ACTIVITY |
Print, in exact form, the lines below from the one containing "31,-5 428,-104 -17,-12z" through the one containing "M1916,1338l29,8v30l-35,-11h6z", and omit all others.

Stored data
=======
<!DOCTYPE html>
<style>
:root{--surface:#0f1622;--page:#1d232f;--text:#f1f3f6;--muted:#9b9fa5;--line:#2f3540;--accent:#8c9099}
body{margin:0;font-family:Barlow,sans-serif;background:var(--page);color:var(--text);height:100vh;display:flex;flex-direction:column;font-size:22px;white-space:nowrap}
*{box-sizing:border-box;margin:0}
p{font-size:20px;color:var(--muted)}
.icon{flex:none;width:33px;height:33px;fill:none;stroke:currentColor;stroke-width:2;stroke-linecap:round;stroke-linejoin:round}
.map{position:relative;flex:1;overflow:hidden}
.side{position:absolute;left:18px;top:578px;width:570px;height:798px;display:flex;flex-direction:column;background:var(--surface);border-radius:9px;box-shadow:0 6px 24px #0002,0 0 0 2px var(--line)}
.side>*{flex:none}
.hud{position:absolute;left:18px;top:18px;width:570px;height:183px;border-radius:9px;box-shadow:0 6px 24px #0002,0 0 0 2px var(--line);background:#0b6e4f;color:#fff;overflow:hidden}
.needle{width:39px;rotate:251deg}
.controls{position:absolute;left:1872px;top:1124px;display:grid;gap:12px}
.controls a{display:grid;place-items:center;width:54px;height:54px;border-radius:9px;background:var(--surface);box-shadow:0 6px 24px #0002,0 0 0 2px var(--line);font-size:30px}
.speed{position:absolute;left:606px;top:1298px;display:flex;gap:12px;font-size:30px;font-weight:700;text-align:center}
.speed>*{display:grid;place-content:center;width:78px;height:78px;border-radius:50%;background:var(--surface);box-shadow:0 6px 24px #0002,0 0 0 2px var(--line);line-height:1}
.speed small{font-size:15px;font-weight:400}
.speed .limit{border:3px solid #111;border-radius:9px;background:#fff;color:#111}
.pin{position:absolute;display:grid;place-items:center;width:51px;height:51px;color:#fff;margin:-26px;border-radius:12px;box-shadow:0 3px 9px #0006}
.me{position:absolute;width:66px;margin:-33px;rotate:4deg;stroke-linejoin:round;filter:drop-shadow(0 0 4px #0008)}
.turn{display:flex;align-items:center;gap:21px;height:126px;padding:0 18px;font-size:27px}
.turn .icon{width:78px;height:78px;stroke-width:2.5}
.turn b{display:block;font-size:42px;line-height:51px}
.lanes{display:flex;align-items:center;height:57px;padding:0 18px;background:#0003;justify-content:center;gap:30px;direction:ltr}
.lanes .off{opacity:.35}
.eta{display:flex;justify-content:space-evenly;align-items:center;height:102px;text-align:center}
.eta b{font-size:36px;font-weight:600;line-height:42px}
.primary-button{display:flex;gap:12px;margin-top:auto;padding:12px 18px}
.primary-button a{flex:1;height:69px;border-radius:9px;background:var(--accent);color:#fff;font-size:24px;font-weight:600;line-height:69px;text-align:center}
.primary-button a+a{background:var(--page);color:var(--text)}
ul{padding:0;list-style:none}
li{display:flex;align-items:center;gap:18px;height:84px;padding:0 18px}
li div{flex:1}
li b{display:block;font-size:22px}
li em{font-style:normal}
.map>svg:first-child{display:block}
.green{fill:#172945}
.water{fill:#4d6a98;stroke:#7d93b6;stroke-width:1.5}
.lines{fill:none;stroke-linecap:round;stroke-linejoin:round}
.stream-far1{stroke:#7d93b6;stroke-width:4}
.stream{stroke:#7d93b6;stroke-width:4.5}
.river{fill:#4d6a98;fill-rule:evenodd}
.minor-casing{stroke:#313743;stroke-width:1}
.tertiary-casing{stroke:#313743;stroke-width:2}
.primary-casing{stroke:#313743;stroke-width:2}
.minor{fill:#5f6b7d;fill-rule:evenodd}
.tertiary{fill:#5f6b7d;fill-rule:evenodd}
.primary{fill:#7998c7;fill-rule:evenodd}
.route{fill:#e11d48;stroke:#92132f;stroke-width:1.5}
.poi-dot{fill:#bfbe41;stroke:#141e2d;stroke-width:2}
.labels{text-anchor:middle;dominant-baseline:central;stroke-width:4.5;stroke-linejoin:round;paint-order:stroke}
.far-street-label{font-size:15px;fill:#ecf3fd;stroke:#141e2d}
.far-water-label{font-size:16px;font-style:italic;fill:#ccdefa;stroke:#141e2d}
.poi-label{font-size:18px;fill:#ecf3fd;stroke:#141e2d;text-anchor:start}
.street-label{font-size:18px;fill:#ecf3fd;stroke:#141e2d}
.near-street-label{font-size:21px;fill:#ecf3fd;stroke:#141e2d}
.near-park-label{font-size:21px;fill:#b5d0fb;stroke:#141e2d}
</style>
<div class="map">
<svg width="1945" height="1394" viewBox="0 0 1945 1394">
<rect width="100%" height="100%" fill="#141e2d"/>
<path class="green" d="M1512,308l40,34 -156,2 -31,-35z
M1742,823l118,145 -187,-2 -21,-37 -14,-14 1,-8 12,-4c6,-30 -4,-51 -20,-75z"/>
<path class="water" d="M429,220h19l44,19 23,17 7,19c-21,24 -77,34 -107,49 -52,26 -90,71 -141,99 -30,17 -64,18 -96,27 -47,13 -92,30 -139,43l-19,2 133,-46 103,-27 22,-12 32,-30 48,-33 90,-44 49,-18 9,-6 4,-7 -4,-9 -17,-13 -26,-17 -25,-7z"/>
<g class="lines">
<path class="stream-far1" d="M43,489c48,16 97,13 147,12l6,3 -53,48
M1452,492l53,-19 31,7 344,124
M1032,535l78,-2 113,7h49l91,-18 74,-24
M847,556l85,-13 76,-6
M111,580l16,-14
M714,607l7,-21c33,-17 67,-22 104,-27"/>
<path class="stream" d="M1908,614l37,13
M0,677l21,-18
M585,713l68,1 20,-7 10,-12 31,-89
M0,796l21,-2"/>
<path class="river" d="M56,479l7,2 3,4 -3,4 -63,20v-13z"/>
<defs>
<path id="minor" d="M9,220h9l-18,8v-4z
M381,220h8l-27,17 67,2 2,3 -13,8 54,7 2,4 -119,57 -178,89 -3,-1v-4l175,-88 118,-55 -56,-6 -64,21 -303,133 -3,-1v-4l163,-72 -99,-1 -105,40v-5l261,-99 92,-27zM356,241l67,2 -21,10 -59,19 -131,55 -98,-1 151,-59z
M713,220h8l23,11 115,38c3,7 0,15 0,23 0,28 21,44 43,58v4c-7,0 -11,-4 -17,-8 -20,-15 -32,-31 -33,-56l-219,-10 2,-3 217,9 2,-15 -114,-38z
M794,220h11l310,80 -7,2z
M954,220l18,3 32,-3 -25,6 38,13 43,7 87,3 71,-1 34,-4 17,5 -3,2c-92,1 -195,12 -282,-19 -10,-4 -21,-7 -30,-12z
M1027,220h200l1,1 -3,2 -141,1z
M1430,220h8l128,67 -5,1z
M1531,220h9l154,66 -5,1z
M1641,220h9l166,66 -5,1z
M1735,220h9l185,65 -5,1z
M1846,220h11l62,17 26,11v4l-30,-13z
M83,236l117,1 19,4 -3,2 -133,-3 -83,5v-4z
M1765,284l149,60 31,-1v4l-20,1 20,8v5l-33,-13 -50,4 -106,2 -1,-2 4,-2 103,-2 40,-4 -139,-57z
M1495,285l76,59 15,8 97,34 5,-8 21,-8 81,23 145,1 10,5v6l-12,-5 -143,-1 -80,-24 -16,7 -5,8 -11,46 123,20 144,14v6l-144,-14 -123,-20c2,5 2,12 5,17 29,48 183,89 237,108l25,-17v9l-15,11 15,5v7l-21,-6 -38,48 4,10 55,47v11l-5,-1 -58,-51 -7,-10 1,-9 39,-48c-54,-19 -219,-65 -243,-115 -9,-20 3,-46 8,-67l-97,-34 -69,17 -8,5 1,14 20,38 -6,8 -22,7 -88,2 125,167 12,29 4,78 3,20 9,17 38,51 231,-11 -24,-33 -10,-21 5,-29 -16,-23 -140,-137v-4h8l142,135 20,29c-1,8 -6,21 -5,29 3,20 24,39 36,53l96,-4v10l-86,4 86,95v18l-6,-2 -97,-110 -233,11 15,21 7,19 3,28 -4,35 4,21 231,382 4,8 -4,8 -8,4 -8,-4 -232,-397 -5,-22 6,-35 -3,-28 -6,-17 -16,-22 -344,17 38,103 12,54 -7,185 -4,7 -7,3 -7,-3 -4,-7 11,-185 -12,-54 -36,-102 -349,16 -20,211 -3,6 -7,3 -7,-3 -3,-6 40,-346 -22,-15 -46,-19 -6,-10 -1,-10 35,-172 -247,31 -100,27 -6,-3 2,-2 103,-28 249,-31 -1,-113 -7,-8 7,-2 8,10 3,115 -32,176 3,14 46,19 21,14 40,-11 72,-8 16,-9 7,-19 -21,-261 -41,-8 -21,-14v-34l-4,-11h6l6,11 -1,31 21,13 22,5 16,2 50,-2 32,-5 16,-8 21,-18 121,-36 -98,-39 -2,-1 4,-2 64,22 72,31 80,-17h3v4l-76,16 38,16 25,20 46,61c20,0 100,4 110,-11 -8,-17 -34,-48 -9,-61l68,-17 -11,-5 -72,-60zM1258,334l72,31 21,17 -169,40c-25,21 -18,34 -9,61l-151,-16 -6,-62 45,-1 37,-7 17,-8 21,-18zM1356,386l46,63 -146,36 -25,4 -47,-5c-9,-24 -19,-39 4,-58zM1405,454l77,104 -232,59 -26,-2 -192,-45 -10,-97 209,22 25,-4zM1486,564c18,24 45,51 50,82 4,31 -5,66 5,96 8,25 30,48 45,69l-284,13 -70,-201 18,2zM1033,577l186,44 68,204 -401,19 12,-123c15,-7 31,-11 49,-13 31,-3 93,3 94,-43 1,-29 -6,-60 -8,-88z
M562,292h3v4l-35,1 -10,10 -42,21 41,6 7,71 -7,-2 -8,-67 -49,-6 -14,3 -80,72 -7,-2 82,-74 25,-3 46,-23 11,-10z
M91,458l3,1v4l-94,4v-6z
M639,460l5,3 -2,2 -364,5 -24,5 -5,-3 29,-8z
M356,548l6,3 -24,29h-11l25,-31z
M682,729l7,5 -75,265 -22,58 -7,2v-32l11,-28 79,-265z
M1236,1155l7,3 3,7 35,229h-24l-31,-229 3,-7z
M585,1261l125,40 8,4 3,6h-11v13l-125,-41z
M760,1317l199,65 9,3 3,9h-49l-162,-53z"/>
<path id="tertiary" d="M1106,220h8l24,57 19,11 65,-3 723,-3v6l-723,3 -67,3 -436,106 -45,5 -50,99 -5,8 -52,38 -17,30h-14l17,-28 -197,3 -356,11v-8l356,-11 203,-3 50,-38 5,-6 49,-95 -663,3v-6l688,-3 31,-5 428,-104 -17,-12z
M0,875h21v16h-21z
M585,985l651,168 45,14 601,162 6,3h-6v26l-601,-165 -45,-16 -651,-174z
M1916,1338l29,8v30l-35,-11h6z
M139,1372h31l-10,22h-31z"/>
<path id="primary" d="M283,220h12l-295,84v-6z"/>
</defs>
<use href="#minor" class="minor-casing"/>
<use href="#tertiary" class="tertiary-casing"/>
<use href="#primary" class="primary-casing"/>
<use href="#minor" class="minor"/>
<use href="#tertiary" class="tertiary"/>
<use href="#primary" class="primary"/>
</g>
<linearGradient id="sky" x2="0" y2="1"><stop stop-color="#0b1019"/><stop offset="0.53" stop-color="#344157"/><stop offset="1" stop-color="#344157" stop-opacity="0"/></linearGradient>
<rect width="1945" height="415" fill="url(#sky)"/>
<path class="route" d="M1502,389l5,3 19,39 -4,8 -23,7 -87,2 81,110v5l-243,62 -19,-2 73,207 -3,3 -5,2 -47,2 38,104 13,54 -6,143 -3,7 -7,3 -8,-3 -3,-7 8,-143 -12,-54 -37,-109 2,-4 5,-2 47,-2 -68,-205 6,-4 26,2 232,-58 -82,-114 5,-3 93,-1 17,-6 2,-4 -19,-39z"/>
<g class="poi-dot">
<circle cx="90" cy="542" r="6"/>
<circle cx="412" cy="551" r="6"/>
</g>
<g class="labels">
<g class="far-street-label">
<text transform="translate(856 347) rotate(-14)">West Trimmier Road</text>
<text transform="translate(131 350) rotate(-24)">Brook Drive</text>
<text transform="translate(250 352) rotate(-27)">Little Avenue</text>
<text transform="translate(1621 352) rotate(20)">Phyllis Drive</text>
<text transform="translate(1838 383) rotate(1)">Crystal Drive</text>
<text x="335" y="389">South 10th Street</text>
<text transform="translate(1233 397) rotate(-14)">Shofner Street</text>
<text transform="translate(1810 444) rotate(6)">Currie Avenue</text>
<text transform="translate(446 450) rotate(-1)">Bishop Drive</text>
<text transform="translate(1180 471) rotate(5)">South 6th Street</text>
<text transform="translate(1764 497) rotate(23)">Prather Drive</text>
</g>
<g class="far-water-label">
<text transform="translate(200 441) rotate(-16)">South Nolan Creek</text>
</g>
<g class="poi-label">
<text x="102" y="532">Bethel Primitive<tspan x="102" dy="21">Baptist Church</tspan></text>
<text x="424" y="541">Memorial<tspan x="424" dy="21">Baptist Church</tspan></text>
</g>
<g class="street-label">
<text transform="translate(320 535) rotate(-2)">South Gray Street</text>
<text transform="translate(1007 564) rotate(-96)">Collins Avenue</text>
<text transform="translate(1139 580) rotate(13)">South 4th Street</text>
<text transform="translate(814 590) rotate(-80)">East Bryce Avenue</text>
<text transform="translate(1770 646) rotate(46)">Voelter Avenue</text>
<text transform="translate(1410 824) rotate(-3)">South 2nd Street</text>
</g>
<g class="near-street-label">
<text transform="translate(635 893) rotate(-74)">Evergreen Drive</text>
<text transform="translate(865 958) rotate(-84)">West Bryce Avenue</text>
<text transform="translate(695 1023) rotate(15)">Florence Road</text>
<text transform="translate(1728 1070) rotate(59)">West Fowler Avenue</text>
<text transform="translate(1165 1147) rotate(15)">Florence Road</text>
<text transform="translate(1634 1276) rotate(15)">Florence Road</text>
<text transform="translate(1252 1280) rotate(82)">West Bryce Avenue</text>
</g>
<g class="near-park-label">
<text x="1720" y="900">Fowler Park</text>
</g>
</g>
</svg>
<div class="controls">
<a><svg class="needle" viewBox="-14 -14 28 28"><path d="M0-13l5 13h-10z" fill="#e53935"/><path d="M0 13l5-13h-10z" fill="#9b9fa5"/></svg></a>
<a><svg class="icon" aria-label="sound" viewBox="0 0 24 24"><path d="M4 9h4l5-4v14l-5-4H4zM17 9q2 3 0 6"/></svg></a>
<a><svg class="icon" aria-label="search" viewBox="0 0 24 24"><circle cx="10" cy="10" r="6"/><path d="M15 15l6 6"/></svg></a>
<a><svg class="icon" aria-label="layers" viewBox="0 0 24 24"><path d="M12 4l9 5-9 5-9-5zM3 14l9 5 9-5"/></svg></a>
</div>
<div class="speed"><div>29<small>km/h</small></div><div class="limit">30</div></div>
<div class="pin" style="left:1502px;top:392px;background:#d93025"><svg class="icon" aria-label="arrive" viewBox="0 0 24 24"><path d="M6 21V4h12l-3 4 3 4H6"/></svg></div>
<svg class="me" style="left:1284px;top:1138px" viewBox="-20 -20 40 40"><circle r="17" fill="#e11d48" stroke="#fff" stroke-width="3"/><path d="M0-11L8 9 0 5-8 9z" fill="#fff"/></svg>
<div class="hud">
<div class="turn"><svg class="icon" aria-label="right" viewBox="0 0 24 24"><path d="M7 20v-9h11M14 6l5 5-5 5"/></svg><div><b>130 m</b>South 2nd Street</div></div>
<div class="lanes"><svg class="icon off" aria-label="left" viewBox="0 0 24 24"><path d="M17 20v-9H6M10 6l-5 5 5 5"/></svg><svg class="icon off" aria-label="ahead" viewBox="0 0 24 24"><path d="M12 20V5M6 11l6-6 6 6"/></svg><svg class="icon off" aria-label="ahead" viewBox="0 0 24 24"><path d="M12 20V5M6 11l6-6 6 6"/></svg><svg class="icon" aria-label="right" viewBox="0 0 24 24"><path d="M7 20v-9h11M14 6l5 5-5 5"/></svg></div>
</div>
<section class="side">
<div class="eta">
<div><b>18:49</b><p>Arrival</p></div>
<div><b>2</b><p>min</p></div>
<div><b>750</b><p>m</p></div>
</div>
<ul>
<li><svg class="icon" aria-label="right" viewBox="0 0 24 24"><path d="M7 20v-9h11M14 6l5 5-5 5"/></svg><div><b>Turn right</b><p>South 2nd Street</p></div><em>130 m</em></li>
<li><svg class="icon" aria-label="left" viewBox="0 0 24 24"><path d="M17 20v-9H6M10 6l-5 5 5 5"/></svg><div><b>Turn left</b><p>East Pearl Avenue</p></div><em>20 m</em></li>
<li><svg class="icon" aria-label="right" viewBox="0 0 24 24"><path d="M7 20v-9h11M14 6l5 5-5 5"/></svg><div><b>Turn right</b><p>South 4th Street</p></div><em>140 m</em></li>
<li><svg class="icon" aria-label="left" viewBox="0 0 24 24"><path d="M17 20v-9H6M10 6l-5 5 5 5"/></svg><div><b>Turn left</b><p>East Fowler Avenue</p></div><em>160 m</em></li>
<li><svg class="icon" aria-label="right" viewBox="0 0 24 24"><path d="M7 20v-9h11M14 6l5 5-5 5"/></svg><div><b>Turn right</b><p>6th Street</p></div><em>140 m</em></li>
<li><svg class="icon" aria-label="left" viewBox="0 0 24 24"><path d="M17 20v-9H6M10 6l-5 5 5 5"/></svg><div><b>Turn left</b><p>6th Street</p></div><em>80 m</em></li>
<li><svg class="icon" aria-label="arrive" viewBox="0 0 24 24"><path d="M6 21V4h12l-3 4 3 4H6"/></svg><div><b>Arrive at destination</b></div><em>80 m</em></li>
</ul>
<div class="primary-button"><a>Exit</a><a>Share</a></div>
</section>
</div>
=======
RESPONSE TO THIS EXERCISE |
<path id="tertiary" d="M1106,220h8l24,57 19,11 65,-3 723,-3v6l-723,3 -67,3 -436,106 -45,5 -50,99 -5,8 -52,38 -17,30h-14l17,-28 -197,3 -356,11v-8l356,-11 203,-3 50,-38 5,-6 49,-95 -663,3v-6l688,-3 31,-5 428,-104 -17,-12z
M0,875h21v16h-21z
M585,985l651,168 45,14 601,162 6,3h-6v26l-601,-165 -45,-16 -651,-174z
M1916,1338l29,8v30l-35,-11h6z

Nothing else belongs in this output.